--- In Curtis Monroe <> wrote:
>
> My modified RedBoot dissables the automatic boot scripting that
Redboot has. When recovering a board its nice skip RedBoots scripting.
You may want to re-enable it. (see my patch file for the location)
>
Thanks for the tip, I thought it just was just initially disabled by
default.
>
//-----------------------------------------------------------------------------
> // NAND FLASH TS-7250 32MB version (part # NAND256W3A0AN6 )
>
//-----------------------------------------------------------------------------
> // 0x0000-0000 - 0x0000-3FFF : 16 KB "TS-BOOTROM"
> // 0x0000-4000 - 0x01D0-3FFF : 29696 KB "Linux" (29 MB)

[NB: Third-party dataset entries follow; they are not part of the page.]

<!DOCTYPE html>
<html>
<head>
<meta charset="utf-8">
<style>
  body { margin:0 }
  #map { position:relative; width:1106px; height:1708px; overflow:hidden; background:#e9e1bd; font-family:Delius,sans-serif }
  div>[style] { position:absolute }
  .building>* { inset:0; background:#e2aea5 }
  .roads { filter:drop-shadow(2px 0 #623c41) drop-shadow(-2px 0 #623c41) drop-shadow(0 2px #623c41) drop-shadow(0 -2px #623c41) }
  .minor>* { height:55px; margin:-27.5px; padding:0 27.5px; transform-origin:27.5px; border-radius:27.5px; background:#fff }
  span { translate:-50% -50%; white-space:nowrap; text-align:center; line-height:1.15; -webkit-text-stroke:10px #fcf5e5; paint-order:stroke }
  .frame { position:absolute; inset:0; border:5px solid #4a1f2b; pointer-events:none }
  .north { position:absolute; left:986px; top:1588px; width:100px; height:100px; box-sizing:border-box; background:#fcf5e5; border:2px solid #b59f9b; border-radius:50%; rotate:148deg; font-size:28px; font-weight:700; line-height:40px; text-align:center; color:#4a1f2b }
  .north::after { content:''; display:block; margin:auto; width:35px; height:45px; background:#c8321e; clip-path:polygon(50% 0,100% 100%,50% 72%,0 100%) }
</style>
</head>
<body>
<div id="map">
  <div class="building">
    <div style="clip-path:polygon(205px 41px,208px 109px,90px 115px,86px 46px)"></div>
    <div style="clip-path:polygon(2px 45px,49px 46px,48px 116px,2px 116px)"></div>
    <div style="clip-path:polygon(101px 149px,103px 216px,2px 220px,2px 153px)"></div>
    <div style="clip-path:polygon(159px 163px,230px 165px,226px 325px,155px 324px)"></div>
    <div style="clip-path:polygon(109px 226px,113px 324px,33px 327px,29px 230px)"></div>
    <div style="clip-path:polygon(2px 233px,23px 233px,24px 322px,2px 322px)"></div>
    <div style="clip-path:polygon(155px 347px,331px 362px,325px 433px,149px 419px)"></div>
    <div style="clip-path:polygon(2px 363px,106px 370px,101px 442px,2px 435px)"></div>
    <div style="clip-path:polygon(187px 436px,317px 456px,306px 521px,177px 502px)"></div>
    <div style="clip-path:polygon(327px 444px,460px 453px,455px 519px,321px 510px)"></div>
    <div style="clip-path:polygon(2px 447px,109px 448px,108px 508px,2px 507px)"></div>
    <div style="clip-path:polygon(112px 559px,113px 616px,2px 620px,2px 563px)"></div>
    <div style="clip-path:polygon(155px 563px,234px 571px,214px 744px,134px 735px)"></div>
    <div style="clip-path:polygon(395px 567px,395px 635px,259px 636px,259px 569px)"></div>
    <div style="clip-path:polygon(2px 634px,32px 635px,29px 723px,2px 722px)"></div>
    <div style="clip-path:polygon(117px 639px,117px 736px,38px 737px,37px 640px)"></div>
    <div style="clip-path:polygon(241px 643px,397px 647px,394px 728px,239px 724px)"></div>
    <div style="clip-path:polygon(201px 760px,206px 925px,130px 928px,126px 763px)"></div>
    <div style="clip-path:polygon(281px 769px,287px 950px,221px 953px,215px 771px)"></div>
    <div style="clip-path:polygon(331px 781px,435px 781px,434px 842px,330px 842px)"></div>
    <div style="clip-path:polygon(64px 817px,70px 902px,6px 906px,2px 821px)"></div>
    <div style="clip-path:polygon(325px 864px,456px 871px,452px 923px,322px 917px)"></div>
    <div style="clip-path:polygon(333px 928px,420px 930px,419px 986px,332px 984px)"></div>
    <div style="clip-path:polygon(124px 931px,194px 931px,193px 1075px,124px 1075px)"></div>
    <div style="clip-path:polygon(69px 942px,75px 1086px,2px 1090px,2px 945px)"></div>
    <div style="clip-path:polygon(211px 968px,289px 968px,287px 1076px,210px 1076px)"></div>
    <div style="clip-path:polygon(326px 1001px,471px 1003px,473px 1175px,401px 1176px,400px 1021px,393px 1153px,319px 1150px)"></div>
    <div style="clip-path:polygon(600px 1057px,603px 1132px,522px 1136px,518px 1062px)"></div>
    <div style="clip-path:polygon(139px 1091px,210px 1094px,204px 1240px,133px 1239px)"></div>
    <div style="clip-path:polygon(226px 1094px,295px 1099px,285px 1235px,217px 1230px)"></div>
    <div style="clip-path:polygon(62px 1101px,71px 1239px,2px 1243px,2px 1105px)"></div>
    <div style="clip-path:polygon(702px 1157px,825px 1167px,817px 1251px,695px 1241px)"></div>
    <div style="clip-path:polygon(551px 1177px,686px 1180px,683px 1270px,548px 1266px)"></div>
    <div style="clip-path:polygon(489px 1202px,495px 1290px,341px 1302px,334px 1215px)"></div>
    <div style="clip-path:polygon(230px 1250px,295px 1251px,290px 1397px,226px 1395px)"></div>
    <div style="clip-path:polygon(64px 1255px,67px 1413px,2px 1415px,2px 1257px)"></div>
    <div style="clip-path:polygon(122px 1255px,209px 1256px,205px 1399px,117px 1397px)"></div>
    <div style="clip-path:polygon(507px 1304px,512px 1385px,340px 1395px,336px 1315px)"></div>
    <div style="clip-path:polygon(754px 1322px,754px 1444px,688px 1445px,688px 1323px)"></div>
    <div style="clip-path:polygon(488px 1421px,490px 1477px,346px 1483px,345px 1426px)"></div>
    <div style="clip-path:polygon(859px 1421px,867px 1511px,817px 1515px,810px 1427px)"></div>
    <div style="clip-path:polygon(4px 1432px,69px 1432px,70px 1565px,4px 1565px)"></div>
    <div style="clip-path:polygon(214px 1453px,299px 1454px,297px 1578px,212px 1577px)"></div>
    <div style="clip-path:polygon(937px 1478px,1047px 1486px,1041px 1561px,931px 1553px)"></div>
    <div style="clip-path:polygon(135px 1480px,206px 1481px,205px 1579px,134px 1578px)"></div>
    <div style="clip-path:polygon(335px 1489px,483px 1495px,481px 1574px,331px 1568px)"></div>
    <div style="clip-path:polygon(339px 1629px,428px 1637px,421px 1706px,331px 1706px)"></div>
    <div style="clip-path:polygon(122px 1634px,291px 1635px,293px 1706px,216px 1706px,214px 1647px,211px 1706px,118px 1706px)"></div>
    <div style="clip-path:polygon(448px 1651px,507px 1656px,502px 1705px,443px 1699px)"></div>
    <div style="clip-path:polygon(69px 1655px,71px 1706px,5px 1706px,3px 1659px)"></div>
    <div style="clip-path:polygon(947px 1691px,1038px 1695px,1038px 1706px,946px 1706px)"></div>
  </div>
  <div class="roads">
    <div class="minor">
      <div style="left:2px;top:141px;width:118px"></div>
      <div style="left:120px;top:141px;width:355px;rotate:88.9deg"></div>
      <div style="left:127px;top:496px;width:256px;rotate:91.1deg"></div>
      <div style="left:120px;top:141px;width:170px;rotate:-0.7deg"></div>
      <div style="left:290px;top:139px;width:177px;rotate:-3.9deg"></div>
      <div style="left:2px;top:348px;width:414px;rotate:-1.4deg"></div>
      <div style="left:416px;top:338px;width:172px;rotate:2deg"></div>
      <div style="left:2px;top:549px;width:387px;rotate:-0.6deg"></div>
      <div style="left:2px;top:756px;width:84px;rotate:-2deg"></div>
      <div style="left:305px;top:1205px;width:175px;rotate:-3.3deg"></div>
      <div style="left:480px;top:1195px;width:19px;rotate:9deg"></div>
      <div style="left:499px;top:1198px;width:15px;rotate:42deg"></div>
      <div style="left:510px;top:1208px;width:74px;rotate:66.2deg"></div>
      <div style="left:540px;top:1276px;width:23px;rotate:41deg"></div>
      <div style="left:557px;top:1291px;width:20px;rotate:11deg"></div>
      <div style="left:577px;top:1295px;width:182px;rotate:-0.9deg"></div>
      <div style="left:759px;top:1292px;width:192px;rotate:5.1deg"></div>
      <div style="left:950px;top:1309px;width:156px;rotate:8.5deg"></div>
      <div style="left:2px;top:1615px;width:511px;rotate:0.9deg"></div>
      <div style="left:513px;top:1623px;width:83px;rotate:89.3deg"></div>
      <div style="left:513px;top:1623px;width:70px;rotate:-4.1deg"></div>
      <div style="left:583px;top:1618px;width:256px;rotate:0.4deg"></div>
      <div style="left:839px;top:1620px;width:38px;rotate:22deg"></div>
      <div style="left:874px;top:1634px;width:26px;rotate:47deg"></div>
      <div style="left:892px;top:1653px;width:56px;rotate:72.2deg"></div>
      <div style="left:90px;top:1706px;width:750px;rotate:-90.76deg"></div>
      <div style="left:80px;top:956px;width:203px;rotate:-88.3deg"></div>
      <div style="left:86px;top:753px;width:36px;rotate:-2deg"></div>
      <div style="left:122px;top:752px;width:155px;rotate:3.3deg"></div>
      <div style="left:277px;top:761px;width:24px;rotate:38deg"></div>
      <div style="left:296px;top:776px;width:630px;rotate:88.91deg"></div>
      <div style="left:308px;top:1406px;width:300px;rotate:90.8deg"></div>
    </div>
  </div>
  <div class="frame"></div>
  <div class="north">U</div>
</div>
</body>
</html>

> // 0x01D0-4000 - 0x01FF-FFFF : 3056 KB "RedBoot" (3 MB - 16 KB)
>
//---------------------------------------------------------------------------
> // TOTAL 32768 KB = 32 MB
>
Aren't these addresses supposed to start with "6" rather than "0"?
I've got a 32MB TS-7260 and the flash is definitely resident starting
at 0x6000-0000 -- the maps you posted would match my board if they did.
>
>
> > Alternatively, do you know if there is a way to do the reverse of "fis
> > write" and copy from an arbitrary address range in flash to RAM? If
>
> fis load
>
> RedBoot> help fis
> Load image from FLASH Image System [FIS] into RAM
> fis load [-d] [-b <memory_load_address>] [-c] name
>
> you might need to specify the "-b" memory address to load the image
into.
> The "-d" option if for decompresing the image.
>
Unfortunately, since the chunk of flash that I want to copy to RAM
does not correspond to an FIS name ("arbitrary address range"), this
won't work.
> look in: (for the code.)
> ecosroot/packages/redboot/current/src/flash.c
It looks like that's where I'm headed. It appears from the code that
it is possible to disable the "reserved" protection in the code.
Thanks for all the info!
P.S. I really don't understand why TS didn't just define the FIS
directory as follows:
TS-BOOTROM 0x6000-0000 - 0x6000-3fff
LinuxFS 0x6000-4000 - 0x6....
RedBoot 0x6....
zimage ...
RedBoot config ...
If they did it that way, it would be very easy to use RedBoot to
replace the LinuxFS with whatever you wanted. Instead of course they
grouped the TS-BOOTROM and the LinuxFS under "(reserved)" and you
can't touch it with RedBoot. So we have to become RedBoot source
hackers to do anything non-standard with the board.